TASK OBJECTIVE
Please report every line in the material below where the word "currentColor" is found.

Start of Block

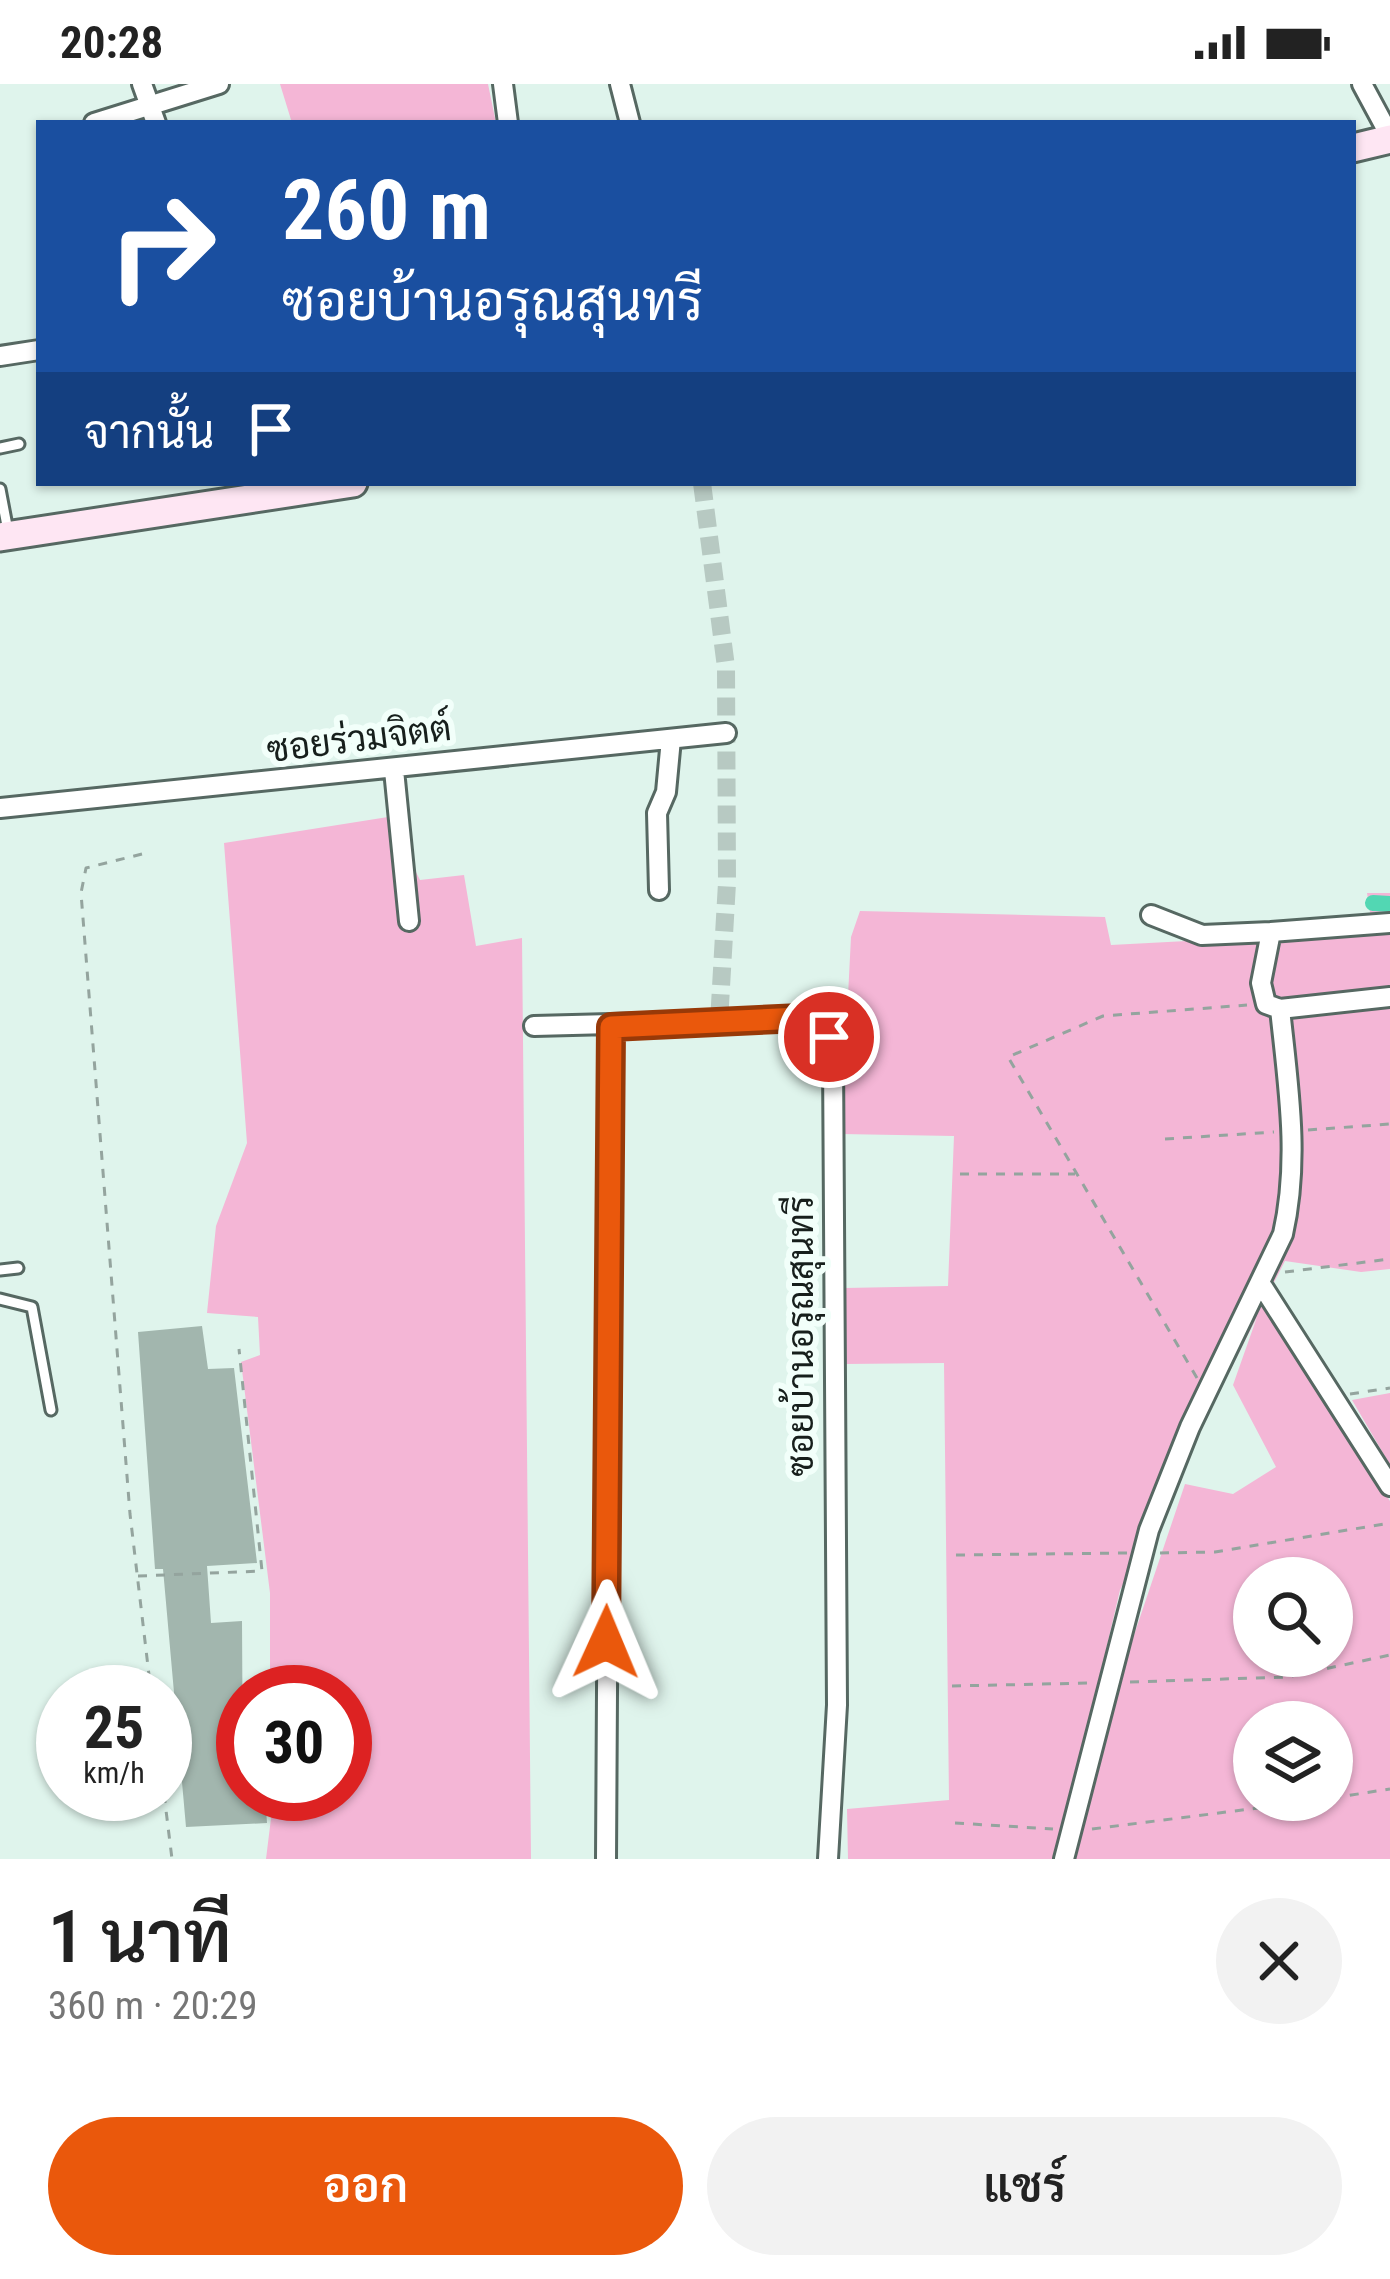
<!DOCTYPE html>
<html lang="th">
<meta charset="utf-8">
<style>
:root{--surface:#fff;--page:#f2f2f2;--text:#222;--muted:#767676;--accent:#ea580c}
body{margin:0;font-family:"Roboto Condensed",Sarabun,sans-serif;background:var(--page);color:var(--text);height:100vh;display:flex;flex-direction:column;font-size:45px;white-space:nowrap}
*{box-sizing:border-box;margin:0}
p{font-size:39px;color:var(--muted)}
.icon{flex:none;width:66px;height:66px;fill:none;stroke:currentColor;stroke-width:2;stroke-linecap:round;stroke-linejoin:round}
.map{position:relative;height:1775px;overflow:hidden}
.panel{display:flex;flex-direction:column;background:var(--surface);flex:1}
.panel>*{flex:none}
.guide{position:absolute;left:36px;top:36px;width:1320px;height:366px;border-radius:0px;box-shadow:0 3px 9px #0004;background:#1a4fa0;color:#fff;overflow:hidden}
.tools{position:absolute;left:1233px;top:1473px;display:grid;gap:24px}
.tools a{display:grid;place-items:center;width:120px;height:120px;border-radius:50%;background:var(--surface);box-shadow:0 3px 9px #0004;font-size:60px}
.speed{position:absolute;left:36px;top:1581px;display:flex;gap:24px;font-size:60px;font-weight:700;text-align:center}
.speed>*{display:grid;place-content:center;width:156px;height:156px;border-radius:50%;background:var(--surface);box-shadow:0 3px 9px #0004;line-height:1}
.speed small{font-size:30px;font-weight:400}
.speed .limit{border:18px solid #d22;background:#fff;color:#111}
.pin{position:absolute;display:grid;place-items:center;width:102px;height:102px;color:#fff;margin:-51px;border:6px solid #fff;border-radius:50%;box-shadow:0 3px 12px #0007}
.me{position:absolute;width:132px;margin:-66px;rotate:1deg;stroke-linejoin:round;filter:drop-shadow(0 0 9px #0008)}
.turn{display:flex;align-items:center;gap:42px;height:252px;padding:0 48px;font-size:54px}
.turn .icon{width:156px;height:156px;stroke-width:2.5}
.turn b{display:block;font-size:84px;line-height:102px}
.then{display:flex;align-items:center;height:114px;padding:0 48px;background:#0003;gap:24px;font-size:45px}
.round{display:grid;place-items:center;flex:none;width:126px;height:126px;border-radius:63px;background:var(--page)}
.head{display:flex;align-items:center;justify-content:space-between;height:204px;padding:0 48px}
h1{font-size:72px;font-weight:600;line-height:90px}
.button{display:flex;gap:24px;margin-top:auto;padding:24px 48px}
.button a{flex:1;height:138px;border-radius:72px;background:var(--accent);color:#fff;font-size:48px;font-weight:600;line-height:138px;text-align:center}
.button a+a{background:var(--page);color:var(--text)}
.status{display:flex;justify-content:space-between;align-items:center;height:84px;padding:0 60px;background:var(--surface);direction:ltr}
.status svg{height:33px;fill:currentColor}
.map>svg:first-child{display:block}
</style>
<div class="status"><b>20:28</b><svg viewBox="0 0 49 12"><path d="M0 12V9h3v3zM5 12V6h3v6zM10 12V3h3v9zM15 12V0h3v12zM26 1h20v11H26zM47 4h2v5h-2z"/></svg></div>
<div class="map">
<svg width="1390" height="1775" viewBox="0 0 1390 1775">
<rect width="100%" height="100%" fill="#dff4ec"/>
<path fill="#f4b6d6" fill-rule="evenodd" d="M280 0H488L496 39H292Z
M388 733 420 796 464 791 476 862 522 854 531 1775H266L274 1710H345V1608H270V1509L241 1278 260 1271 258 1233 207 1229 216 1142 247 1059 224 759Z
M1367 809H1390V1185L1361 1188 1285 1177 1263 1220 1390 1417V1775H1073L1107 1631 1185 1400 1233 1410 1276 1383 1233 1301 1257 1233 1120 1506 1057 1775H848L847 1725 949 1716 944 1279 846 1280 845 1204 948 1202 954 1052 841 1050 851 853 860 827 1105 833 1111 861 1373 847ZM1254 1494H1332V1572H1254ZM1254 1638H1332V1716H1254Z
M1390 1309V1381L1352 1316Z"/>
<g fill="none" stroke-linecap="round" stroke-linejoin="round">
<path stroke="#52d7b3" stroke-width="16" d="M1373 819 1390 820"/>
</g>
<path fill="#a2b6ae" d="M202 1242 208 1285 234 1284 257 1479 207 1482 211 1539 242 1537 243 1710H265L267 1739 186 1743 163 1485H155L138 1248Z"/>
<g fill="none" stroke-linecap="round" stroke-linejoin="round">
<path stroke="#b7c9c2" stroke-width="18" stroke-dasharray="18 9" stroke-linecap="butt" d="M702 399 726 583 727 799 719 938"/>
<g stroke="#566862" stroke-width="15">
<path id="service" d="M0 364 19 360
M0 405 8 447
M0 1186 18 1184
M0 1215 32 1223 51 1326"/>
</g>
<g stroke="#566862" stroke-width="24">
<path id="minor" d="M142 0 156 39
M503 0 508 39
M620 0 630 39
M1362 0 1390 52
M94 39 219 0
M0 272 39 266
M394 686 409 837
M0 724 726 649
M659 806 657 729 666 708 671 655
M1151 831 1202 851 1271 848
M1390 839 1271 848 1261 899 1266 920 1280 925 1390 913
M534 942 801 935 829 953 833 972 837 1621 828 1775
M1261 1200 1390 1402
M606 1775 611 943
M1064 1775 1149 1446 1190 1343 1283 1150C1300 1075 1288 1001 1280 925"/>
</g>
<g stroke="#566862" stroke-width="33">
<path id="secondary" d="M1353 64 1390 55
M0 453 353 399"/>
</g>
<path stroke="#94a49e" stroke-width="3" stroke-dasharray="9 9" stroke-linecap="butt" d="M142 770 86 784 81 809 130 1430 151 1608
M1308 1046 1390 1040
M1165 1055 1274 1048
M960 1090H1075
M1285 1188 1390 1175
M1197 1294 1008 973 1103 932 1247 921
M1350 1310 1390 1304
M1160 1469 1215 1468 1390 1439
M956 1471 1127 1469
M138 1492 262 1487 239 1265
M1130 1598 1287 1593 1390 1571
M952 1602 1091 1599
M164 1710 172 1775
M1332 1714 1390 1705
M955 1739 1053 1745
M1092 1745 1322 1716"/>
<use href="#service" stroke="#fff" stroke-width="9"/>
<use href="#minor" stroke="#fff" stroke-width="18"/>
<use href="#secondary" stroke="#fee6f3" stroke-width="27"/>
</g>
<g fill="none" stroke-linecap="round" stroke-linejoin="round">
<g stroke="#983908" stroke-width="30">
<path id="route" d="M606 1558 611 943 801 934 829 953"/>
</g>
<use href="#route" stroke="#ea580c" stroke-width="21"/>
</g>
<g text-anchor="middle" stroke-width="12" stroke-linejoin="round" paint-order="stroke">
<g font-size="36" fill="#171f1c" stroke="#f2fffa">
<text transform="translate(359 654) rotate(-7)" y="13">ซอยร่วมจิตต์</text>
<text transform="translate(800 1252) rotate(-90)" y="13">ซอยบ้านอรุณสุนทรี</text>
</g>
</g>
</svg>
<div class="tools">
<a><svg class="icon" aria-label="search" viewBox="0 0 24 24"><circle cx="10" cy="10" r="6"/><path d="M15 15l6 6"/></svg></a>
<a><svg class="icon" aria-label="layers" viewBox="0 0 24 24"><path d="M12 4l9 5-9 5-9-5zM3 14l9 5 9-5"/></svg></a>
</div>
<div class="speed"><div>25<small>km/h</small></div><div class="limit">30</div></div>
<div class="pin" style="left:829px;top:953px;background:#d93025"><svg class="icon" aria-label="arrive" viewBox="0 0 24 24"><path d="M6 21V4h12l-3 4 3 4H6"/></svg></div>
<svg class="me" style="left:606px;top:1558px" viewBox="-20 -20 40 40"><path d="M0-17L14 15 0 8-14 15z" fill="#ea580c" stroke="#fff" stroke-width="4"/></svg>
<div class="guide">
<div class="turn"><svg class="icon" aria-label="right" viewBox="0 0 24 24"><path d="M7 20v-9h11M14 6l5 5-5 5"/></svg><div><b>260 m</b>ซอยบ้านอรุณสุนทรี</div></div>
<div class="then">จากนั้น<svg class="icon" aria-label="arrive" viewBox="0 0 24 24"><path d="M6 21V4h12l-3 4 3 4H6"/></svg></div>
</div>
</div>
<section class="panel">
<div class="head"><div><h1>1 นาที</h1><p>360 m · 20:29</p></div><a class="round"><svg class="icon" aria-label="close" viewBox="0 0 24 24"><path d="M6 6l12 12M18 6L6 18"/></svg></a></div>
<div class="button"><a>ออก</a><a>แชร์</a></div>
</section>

End of Block

EXERCISE ANSWER
.icon{flex:none;width:66px;height:66px;fill:none;stroke:currentColor;stroke-width:2;stroke-linecap:round;stroke-linejoin:round}
.status svg{height:33px;fill:currentColor}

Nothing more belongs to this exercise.